CA Technologies announced results of a global study which revealed that while most organizations are committed to the full adoption of both agile and DevOps, many are struggling with key challenges and missing out on the extensive benefits these practices can have on their bottom line.
The study, “How Agile and DevOps Enable Digital Readiness and Transformation” found that while 75 percent of respondents recognize that agile and DevOps approaches drive significant business success when implemented together, only a relatively small proportion consider the consistency, depth and breadth of usage of these practices to be high.
The study showcases characteristics of ‘Agility Masters’ (the top 18 percent), which are organizations that are farthest along in the full adoption and doing most or nearly all of the right things to make agile and DevOps an essential part of how they function day by day.
These ‘Agility Masters’ are also more likely to use agile practices across other company functions, so it is unlikely a coincidence that these organizations are seeing a 60 percent higher rate of revenue and profit growth, and are 2.4 times more likely than their mainstream counterparts to be growing their businesses at a rate of over 20 percent.
“The pressure is on to make all parts of an organization as flexible as possible when responding to changing customer demands, user expectations, regulatory changes and – most important of all – market opportunities,” said Ayman Sayed, president and chief product officer, CA Technologies. “Business leaders need to be aggressive and intentional about driving adoption of agile and DevOps within their organizations. The success of their business depends on it.”
It’s Not All About Technology and Process: The People Perspective
The study also found that organizations are plagued by similar challenges: culture, skills, program investment and leadership alignment. The research highlights a widespread recognition that implementing agile and DevOps practices across the software lifecycle are not just a matter of new skills and working patterns. For some, it also requires a significant shift in mindset and behaviour and making those changes is very much a people issue – even at the executive level. Top priorities to improve effectiveness identified by respondents include:
- Improve the culture of the organization so it encourages and rewards collaboration (84 percent)

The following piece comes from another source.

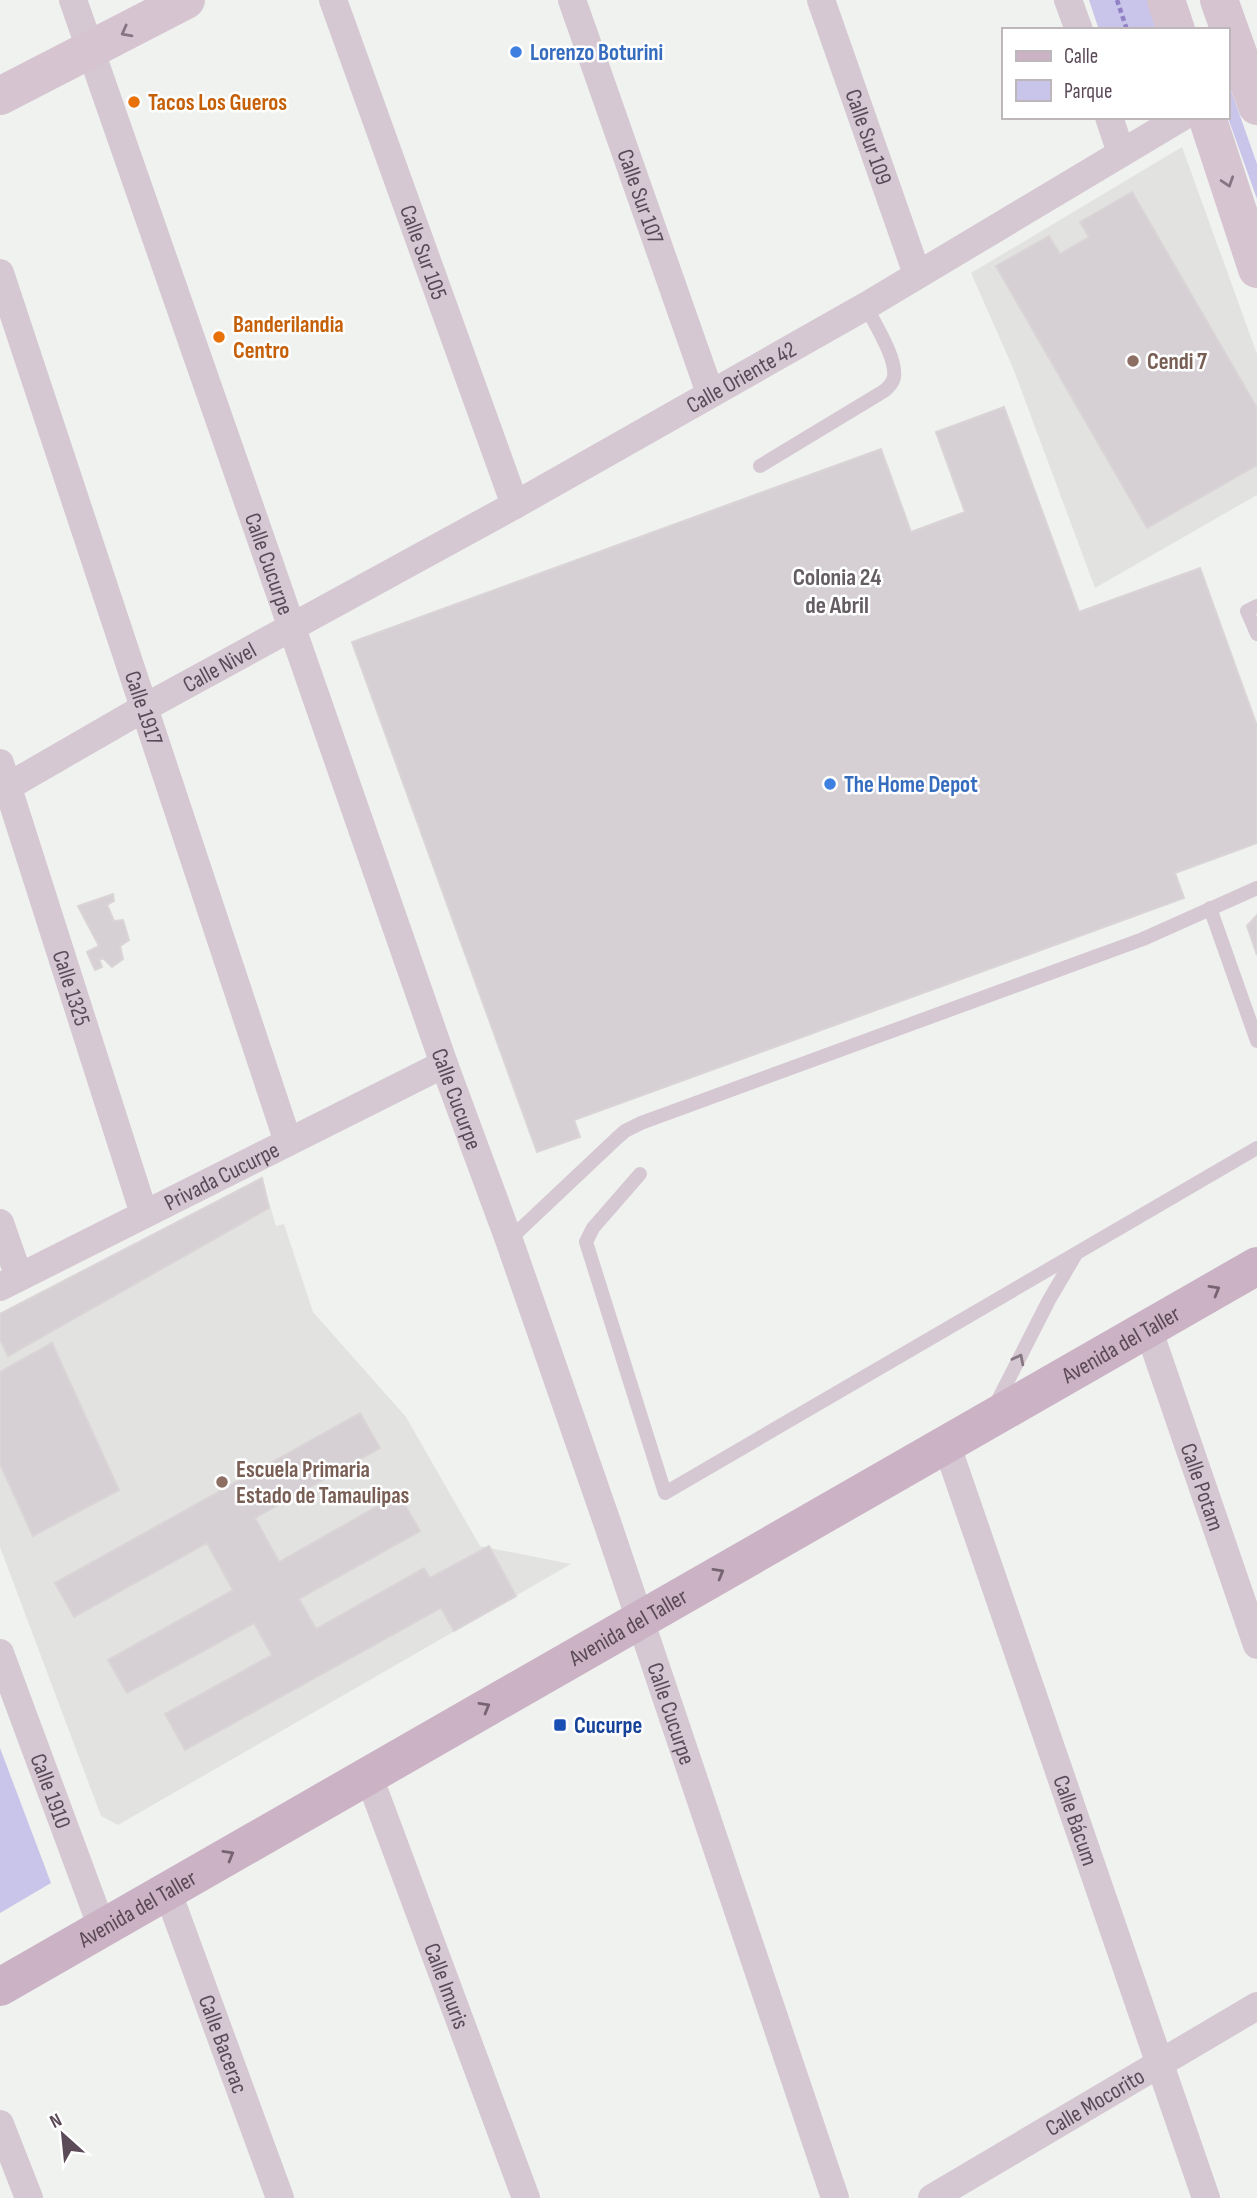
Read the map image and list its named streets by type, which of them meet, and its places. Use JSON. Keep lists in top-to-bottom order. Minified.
{"streets":{"main road":["Avenida del Taller"],"street":["Calle Sur 109","Calle Sur 107","Calle Sur 105","Calle Oriente 42","Calle Cucurpe","Calle Nivel","Calle 1917","Calle 1325","Privada Cucurpe","Calle Potam","Calle 1910","Calle Bácum","Calle Imuris","Calle Bacerac","Calle Mocorito"]},"crossings":[["Calle Sur 109","Calle Oriente 42"],["Calle Sur 107","Calle Oriente 42"],["Calle Sur 105","Calle Oriente 42"],["Calle Oriente 42","Calle Cucurpe"],["Calle Oriente 42","Calle Nivel"],["Calle Cucurpe","Calle Nivel"],["Calle Cucurpe","Privada Cucurpe"],["Calle Cucurpe","Avenida del Taller"],["Calle Nivel","Calle 1917"],["Calle Nivel","Calle 1325"],["Calle 1917","Privada Cucurpe"],["Calle 1325","Privada Cucurpe"],["Avenida del Taller","Calle Potam"],["Avenida del Taller","Calle 1910"],["Avenida del Taller","Calle Bácum"],["Avenida del Taller","Calle Imuris"],["Avenida del Taller","Calle Bacerac"],["Calle Bácum","Calle Mocorito"]],"one_way":["Avenida del Taller"],"districts":["Colonia 24 de Abril"],"places":{"other":["Lorenzo Boturini","Tacos Los Gueros","Banderilandia Centro","Cendi 7","The Home Depot","Escuela Primaria Estado de Tamaulipas"],"transit":["Cucurpe"]},"legend":["Calle","Parque"],"north":"top left"}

- More support and commitment from management at all levels (82 percent)
- Training for IT teams on how to collaborate and incorporate best practices into their day-to-day jobs (78 percent), and additional resources to help implement agile and DevOps practices (75 percent)
- Relieve time pressures so teams can implement effective agile and DevOps practices (74 percent)
Respondents also found it very difficult or challenging to find professionals that were familiar with agile methods (68 percent), had experience with DevOps (77 percent) and/or had collaborative cross-team working experience (67 percent). This clearly indicates a skills gap for the majority of organizations, which requires resources, especially training, to be made available.
“Raising the capability of the engineering team through a well-crafted careers development program will allow us to continue to recruit and retain high calibre individuals,” said a Chief Architect/CTO of a retail business interviewed for the study.
Connecting Execution to Business Outcomes
The connection between agile, DevOps and business outcomes centres around the continuous feedback loop running through live customer experiences to requirements engineering – showing how well software delivery is performing and supporting the business itself. To further reap the benefits of agile and DevOps, organizations must also leverage the responsiveness and flexibility offered by cloud, containers and other new code design and delivery architectures, with a smooth shift-left of all activities – such as continuous testing – and finer granularity of iteration across the whole of the software delivery and ops cycle.